My two brothers looked at me like I had just told them they were going to have to eat cold porridge (with no syrup!) for the rest of their lives.
They then turned to stare at each other before running out of the room shouting for Mum, presumably to take the blame for the chocolate incident.
Pocket Rocket and I grinned at each other like the cats who’d got the cream.
“Let me see that,” I said, swiping the letter from ‘Father Christmas’ from behind his back. The lazy thing hadn’t even bothered to write it properly. He had just put a load of squiggles instead, knowing that Big Spud and Little Spud couldn’t read very well yet.
“I like your style,” I said to my brother. “But there’s no way in the world that Mum and Dad will fall for your little plan to get the best present at Christmas. And if they are stupid enough to fall for it, I will make sure I tell them to do the exact opposite. Capiche?”

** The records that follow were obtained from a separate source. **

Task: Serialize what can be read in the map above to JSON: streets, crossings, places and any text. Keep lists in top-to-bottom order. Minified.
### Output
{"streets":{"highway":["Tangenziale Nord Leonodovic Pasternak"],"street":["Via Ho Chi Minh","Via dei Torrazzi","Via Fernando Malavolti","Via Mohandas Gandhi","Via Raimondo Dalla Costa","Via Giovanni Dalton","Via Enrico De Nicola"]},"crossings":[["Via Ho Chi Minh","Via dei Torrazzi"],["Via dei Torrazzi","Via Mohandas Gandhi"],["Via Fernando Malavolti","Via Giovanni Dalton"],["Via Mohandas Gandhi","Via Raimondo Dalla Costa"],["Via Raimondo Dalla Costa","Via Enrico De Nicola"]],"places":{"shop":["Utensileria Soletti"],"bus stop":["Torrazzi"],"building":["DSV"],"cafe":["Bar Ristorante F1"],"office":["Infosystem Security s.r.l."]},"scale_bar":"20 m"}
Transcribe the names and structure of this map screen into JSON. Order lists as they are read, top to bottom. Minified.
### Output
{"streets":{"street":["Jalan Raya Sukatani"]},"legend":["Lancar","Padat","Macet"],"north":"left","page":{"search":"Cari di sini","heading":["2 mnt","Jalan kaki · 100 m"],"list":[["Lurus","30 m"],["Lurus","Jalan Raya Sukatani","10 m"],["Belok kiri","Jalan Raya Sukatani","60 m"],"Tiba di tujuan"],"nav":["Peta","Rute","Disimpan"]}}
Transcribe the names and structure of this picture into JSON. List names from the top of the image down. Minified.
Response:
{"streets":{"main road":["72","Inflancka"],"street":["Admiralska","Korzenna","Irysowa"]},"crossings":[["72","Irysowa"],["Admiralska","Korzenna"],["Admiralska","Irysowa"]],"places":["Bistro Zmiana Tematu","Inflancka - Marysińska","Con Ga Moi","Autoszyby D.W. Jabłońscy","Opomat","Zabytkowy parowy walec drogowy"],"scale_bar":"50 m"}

‘Capiche’ means ‘understand’ in Italian, and Dad was a big fan of saying this to us after giving us a lecture about something. I could see why he liked to say it now. It had a much better ring to it than ‘understand’.
Pocket Rocket rolled his eyes and mumbled “OK”, knowing that he had probably pushed his plan a bit too far with this request.
“Come on,” I said. “Let’s go and ask Mum if we can decorate the tree.”
Pocket Rocket didn’t need asking twice. He had always loved putting up the Christmas tree. All we had to do now was figure out a way to get Dad out of the house, so that we could actually enjoy doing it. Dad always spoiled it by shouting at us that we were doing it all wrong!